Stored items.
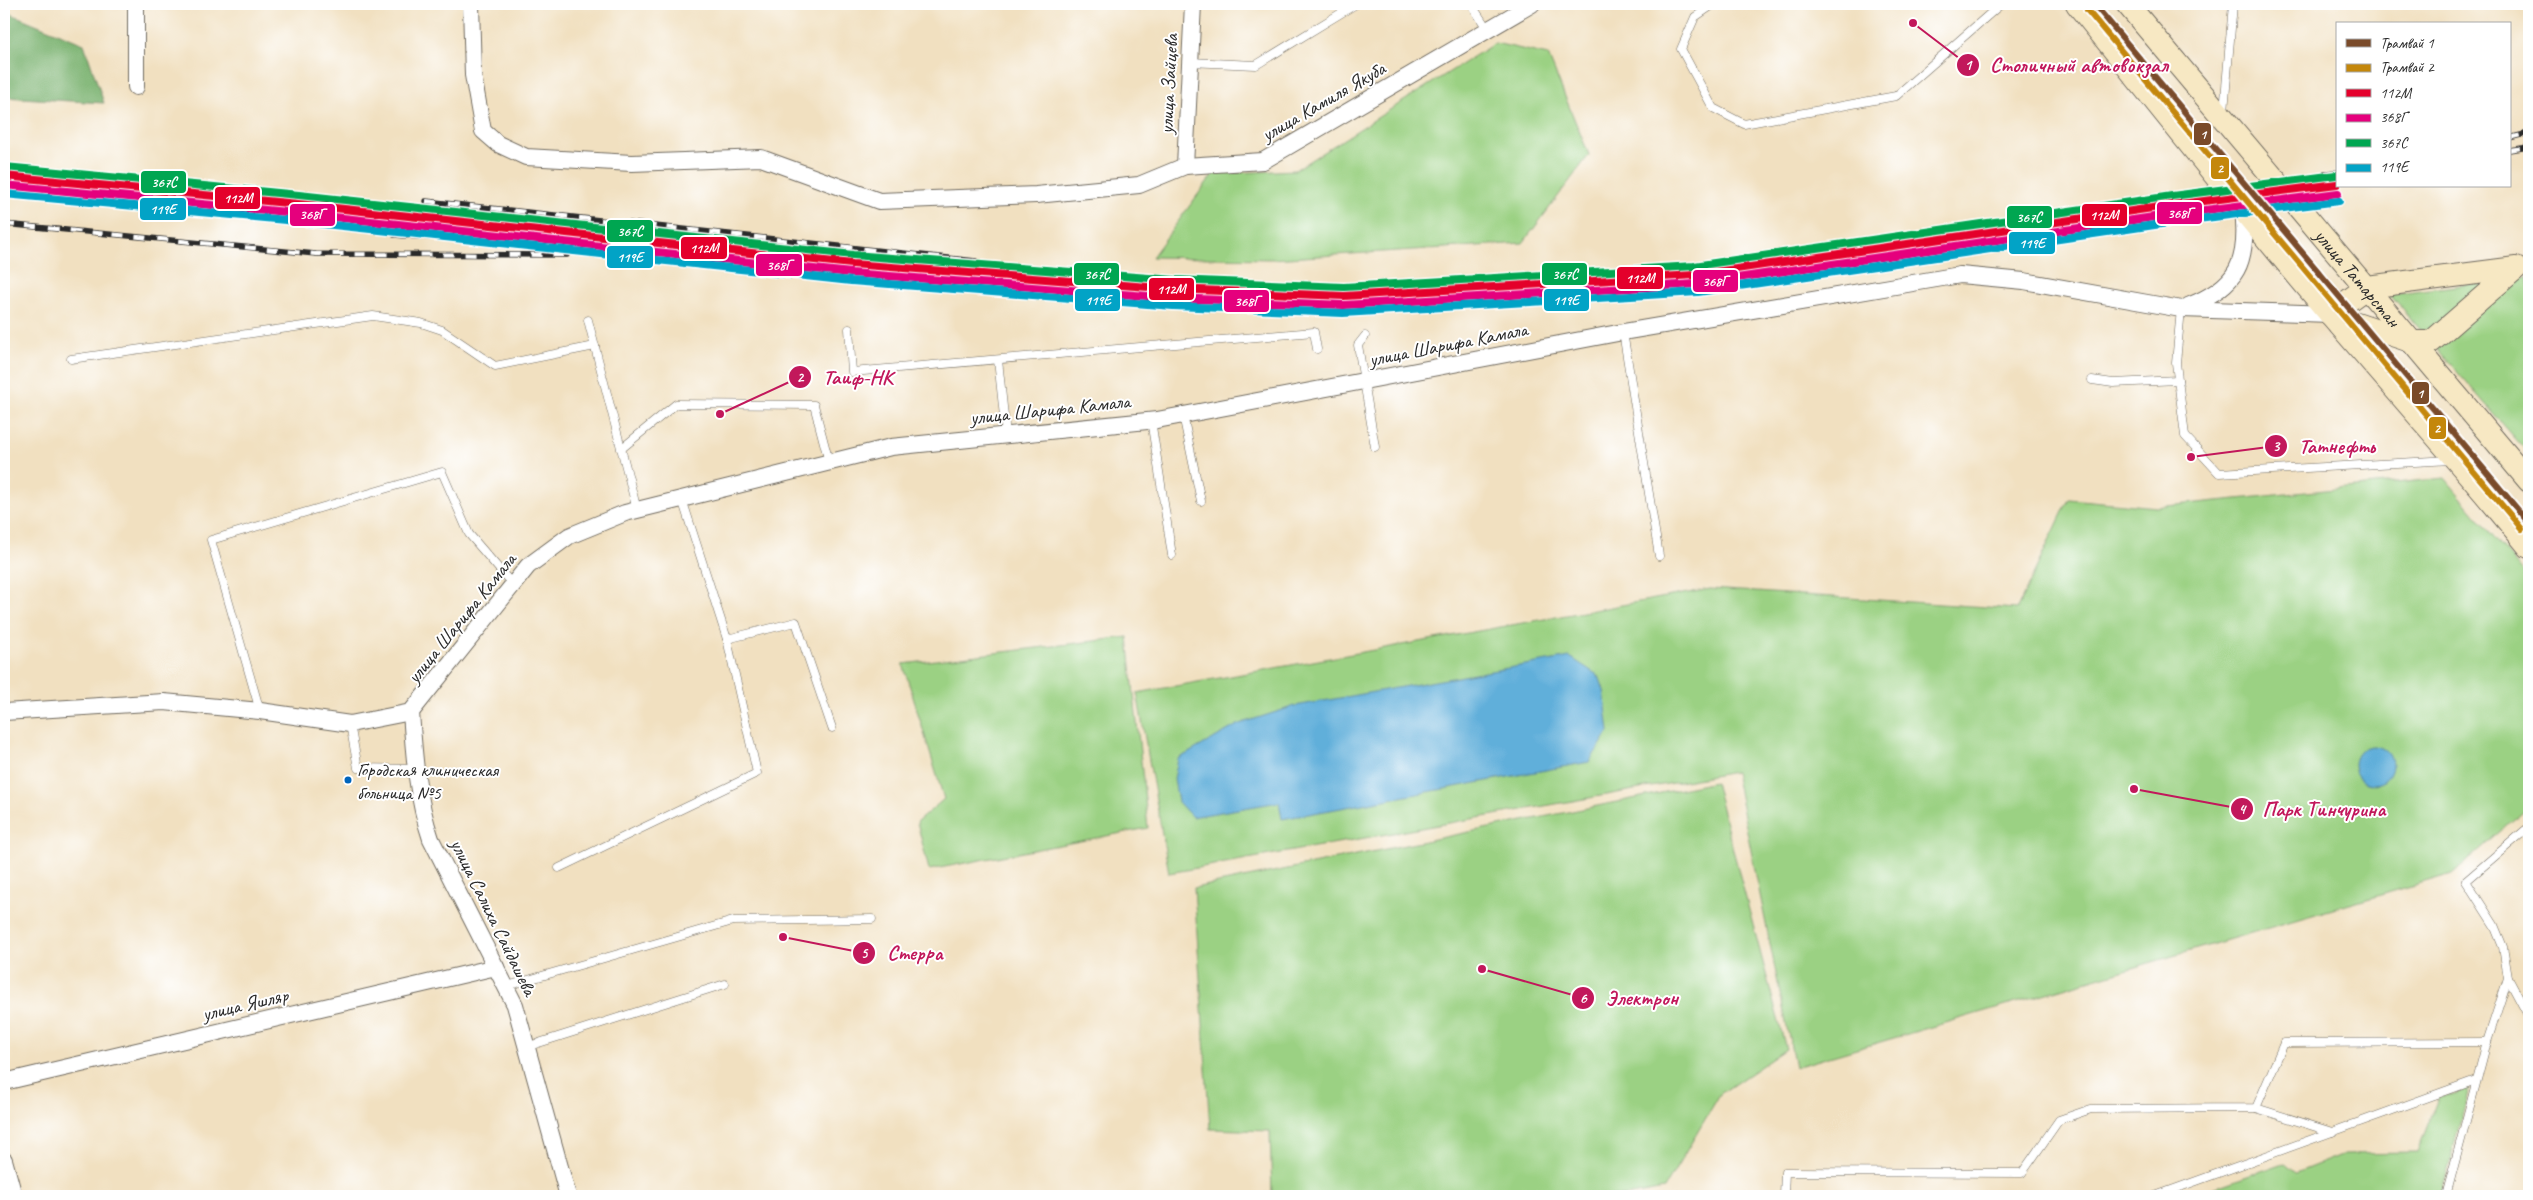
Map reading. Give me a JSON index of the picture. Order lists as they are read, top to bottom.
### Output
{
  "streets": {
    "main road": ["улица Татарстан"],
    "street": [
      "улица Зайцева",
      "улица Камиля Якуба",
      "улица Шарифа Камала",
      "улица Салиха Сайдашева",
      "улица Яшляр"
    ]
  },
  "crossings": [
    ["улица Зайцева", "улица Камиля Якуба"],
    ["улица Шарифа Камала", "улица Салиха Сайдашева"],
    ["улица Салиха Сайдашева", "улица Яшляр"]
  ],
  "places": [
    "Столичный автовокзал",
    "Таиф-НК",
    "Татнефть",
    "Городская клиническая больница №5",
    "Парк Тинчурина",
    "Стерра",
    "Электрон"
  ],
  "lines": [
    "tram line 1",
    "tram line 2",
    "transit line 367С",
    "transit line 112М",
    "transit line 368Г",
    "transit line 119Е"
  ],
  "legend": [
    "Трамвай 1",
    "Трамвай 2",
    "112М",
    "368Г",
    "367С",
    "119Е"
  ]
}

WORK INSTRUCTION. Give the data above back unchanged, except for the pictures.

TASK RESULT.
Map reading. Give me a JSON index of the picture. Order lists as they are read, top to bottom.
### Output
{
  "streets": {
    "main road": ["улица Татарстан"],
    "street": [
      "улица Зайцева",
      "улица Камиля Якуба",
      "улица Шарифа Камала",
      "улица Салиха Сайдашева",
      "улица Яшляр"
    ]
  },
  "crossings": [
    ["улица Зайцева", "улица Камиля Якуба"],
    ["улица Шарифа Камала", "улица Салиха Сайдашева"],
    ["улица Салиха Сайдашева", "улица Яшляр"]
  ],
  "places": [
    "Столичный автовокзал",
    "Таиф-НК",
    "Татнефть",
    "Городская клиническая больница №5",
    "Парк Тинчурина",
    "Стерра",
    "Электрон"
  ],
  "lines": [
    "tram line 1",
    "tram line 2",
    "transit line 367С",
    "transit line 112М",
    "transit line 368Г",
    "transit line 119Е"
  ],
  "legend": [
    "Трамвай 1",
    "Трамвай 2",
    "112М",
    "368Г",
    "367С",
    "119Е"
  ]
}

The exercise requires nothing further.